WASHINGTON, April 1 2016 -- Farmers in 17 Western states will have to step up their efforts to conserve water in the coming decades, as temperatures rise and droughts and floods become more frequent, the Bureau of Reclamation says in a report.
"More extreme variations in climate will make it difficult for the Bureau to meet competing demands for water,” says the report, required by the SECURE Water Act of 2009. “Warming is expected to continue, causing further impacts on supplies, increasing agricultural water demands, and affecting the seasonal demand for hydropower electricity.”

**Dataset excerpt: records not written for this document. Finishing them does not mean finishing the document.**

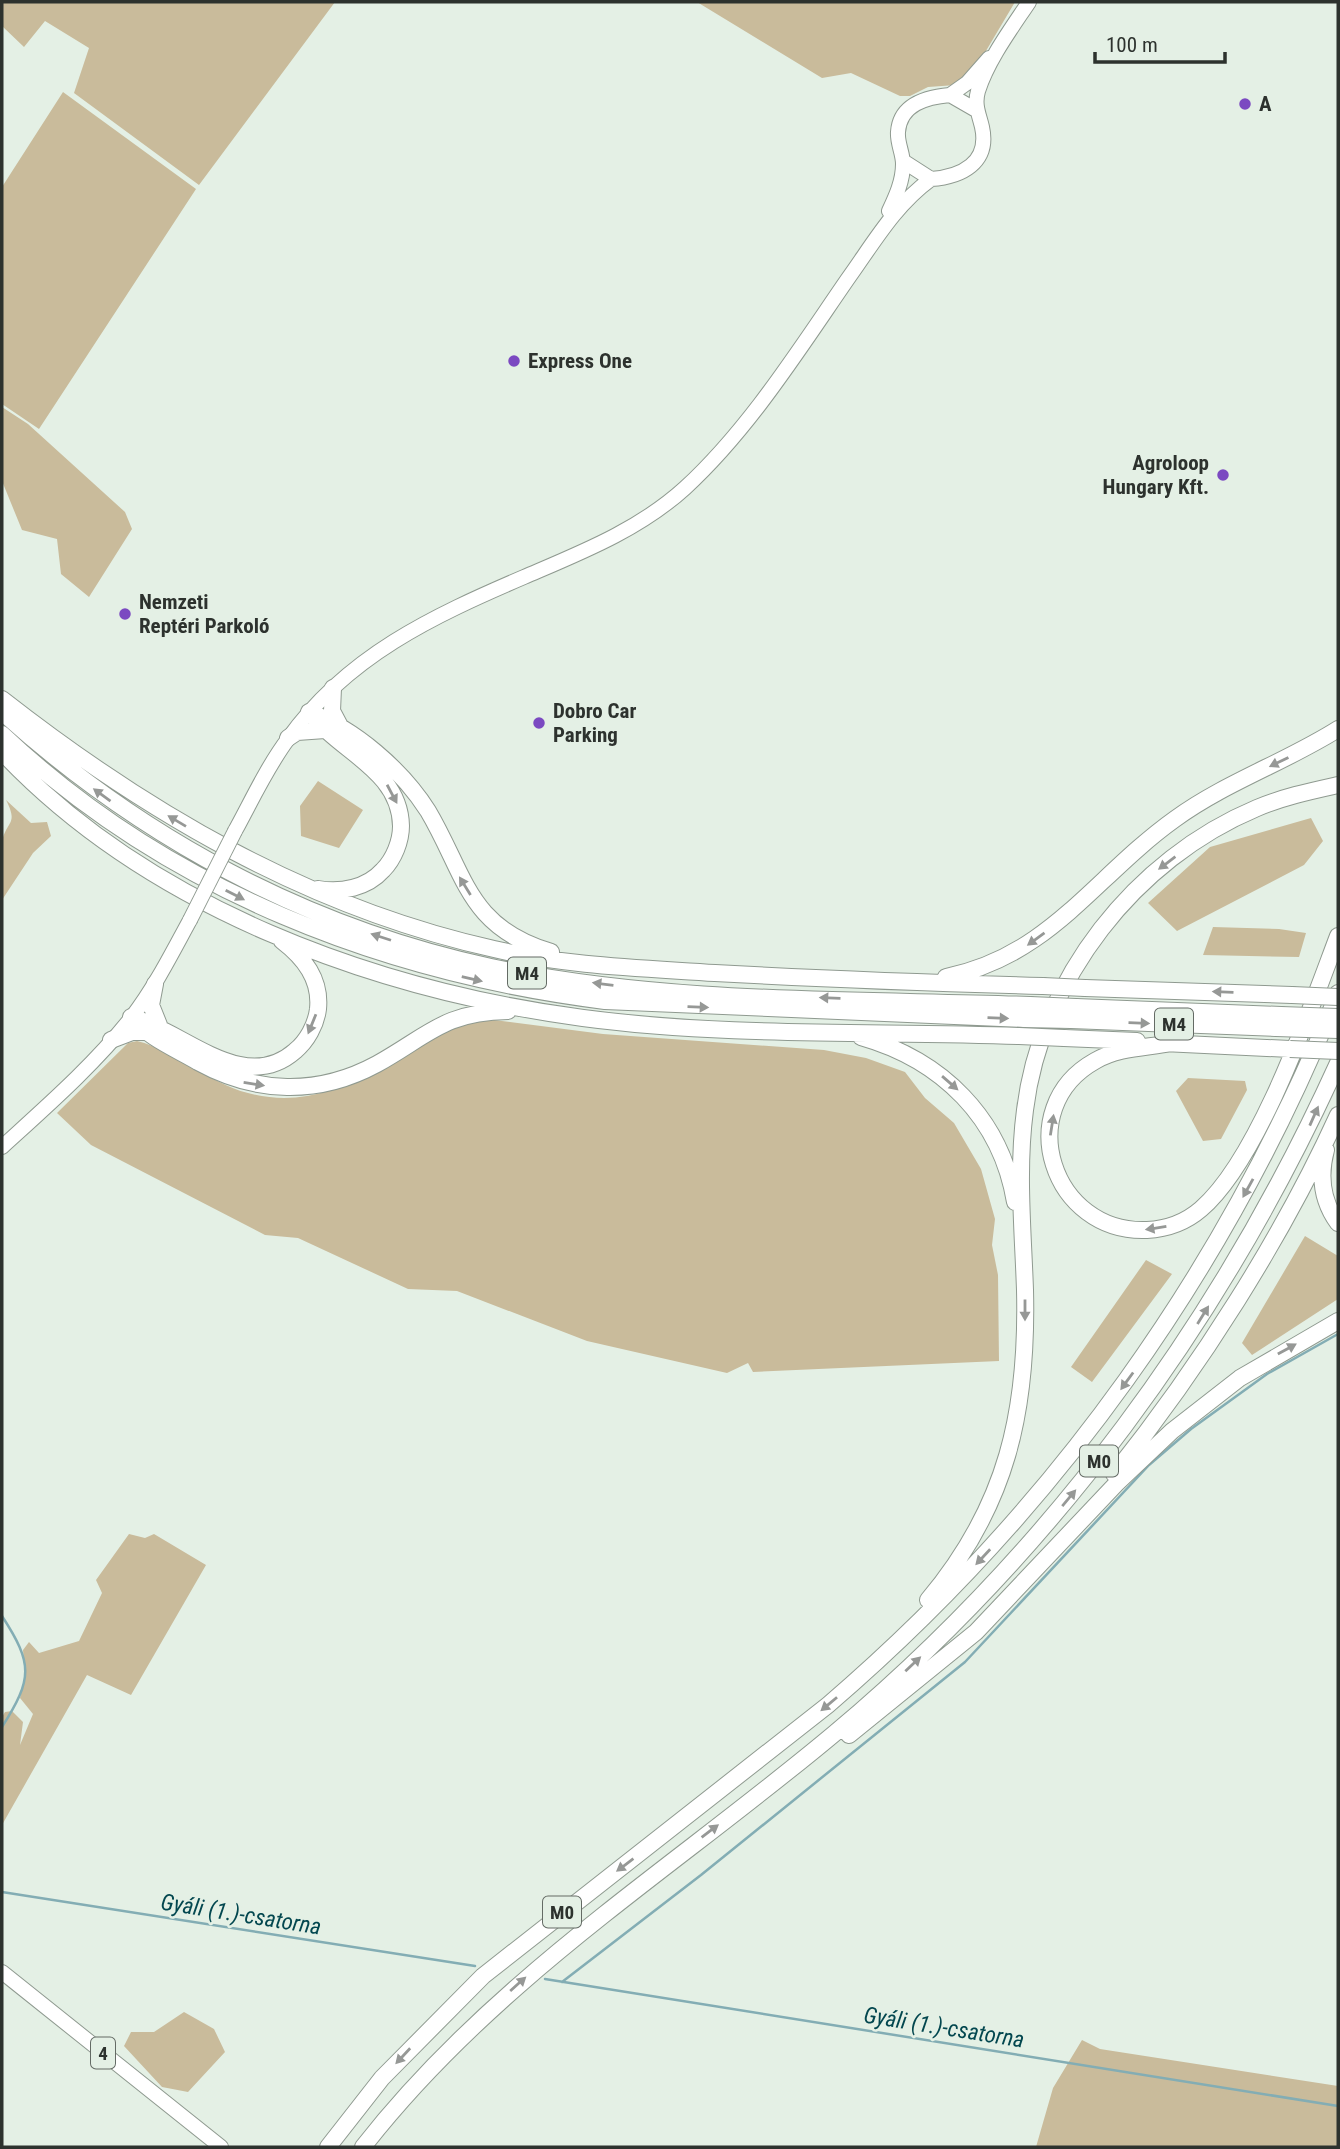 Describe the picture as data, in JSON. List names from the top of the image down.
{
  "streets": {
    "highway": ["M4", "M0"],
    "main road": ["4"]
  },
  "water": ["Gyáli (1.)-csatorna"],
  "places": [
    "A",
    "Express One",
    "Agroloop Hungary Kft.",
    "Nemzeti Reptéri Parkoló",
    "Dobro Car Parking"
  ],
  "scale_bar": "100 m"
}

Droughts and floods are expected to become more intense, raising concerns about infrastructure safety, the ability of fish and wildlife to adapt, and Reclamation’s ability to maintain adequate levels of hydropower production.
During the 21st century, the report forecasts:
- Temperatures will increase 5-7 degrees Fahrenheit;
- Precipitation will increase in the northwestern and north-central parts of the Western U.S. and decrease over the southwest and south-central areas;
- The April 1 snowpack – “a standard benchmark measurement used to project river basin runoff” – will decrease in almost all areas;
- The April-to-July streamflow in several river basins, including the Colorado, the Rio Grande, and the San Joaquin, will decrease by 7 to 27 percent.
Rising temperatures also will result in greater evaporation of water at reservoirs, typically 2 to 6 inches by 2080, the report says.
Demand for irrigation water will be influenced by many factors, including changing cropping patterns driven by market prices and changes in irrigation practices, says the report, which includes chapters on seven different river basins: the Colorado, Columbia, Klamath, Missouri, Rio Grande, Sacramento and San Joaquin River Basins, and the Truckee River Basin. It also discusses the Southern California Coastal and Inland Basins, Great Basin, and the Arkansas-Red-White River Basin.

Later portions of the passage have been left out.